Remarks on no-deal Brexit risk drive pound down
LONDON — The value of the pound fell Friday after Bank of England Governor Mark Carney said the risk of Britain leaving the European Union without a deal is “uncomfortably high.”
Divorce talks between Britain and the EU have stalled amid feuding within U.K. Prime Minister Theresa May’s government about how close an economic relationship to seek after Brexit. Officials say there is a growing chance no deal will be struck before the U.K. leaves in March.
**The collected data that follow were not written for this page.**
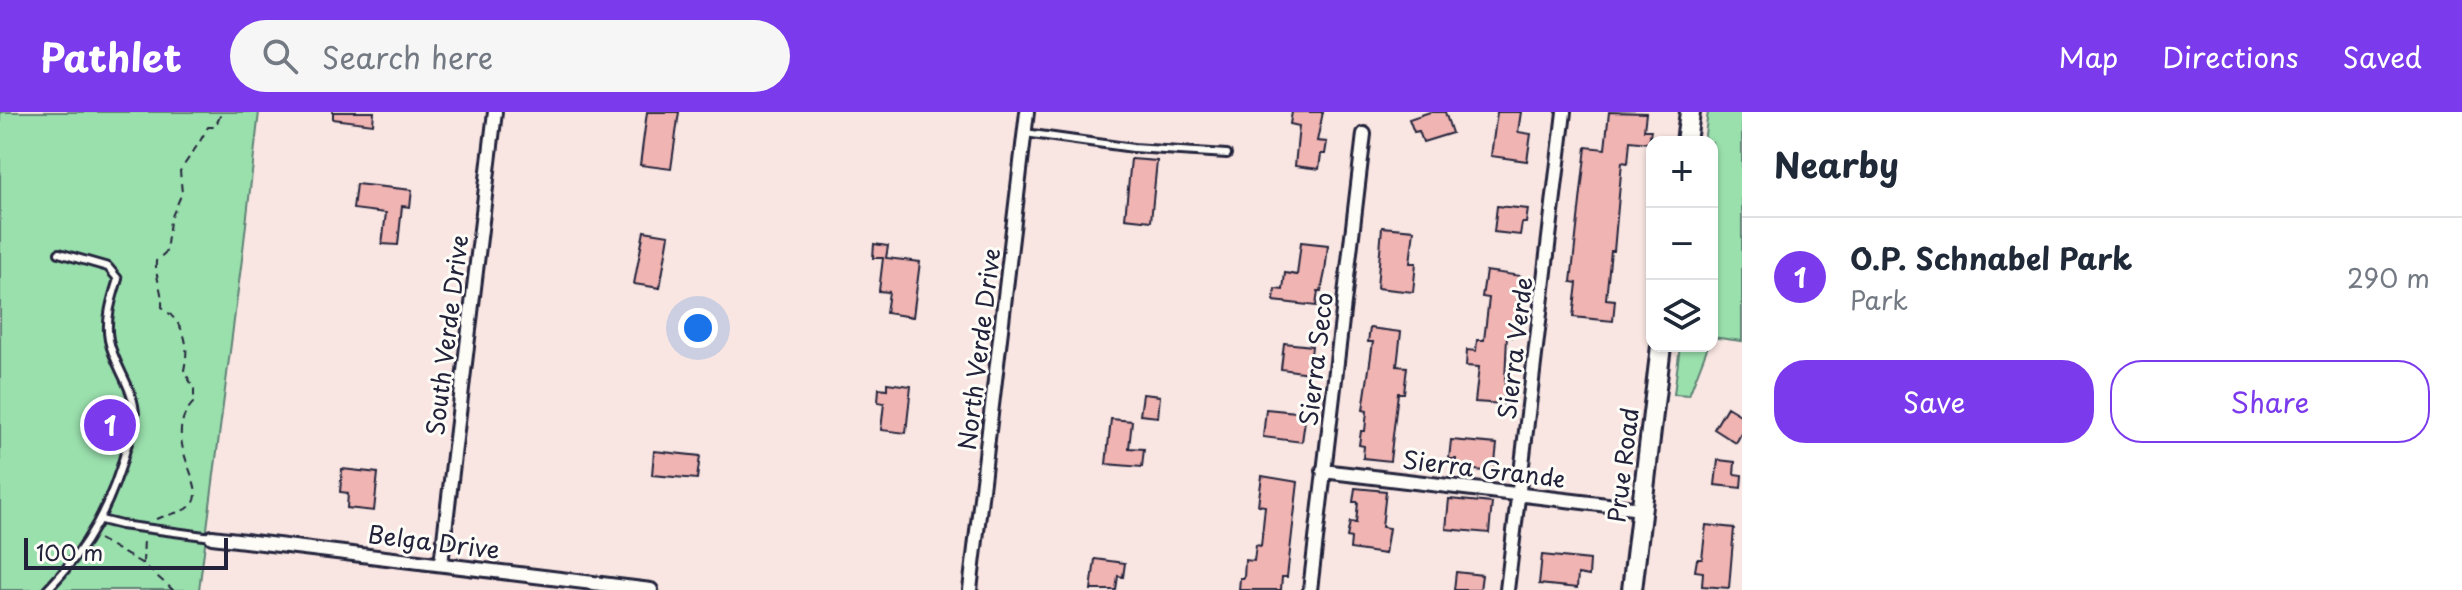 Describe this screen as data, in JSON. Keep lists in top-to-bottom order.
{
  "streets": {
    "main road": ["Prue Road"],
    "street": [
      "South Verde Drive",
      "Sierra Verde",
      "North Verde Drive",
      "Sierra Seco",
      "Sierra Grande",
      "Belga Drive"
    ]
  },
  "crossings": [
    ["South Verde Drive", "Belga Drive"],
    ["Sierra Verde", "Sierra Grande"],
    ["Sierra Seco", "Sierra Grande"],
    ["Prue Road", "Sierra Grande"]
  ],
  "scale_bar": "100 m",
  "page": {
    "header": "Pathlet",
    "search": "Search here",
    "nav": ["Map", "Directions", "Saved"],
    "heading": "Nearby",
    "map_buttons": ["+", "−"],
    "list": [
      {
        "mark": "1",
        "name": "O.P. Schnabel Park",
        "note": "Park",
        "value": "290 m"
      }
    ],
    "buttons": ["Save", "Share"],
    "pins": "1",
    "scale": "100 m"
  }
}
May was meeting French President Emmanuel Macron at his official holiday retreat in southern France on Friday for talks on Brexit.
Carney said that
“the possibility of a
‘no deal’ is uncomfortably high at this point.” He told the BBC that a no-deal Brexit — in which Britain would lose its tariff-free access to EU markets — would mean disrupted trade and higher prices.
“It is highly undesirable,” he said. The pound fell about 0.2 percent to below $1.30 after the comments. The currency has lost more than 15 percent of its value against the dollar since Britain voted in 2016 to leave the EU.
The Bank of England raised its benchmark interest rate Thursday from 0.5 percent to 0.75 percent, the highest level in almost a decade.
But with uncertainty about Brexit weighing on the economy, Carney said future rate rises were likely to be “limited and gradual.”
Carney said Friday that the Britain’s banks were resilient enough to continue lending after a no-deal Brexit. He said a stress test last year had gauged lenders’ resilience in the event of a one-third fall in real estate values, interest rate increases of 4 percentage points and 9 percent unemployment — though he said that was not meant as a prediction of what would happen after Brexit.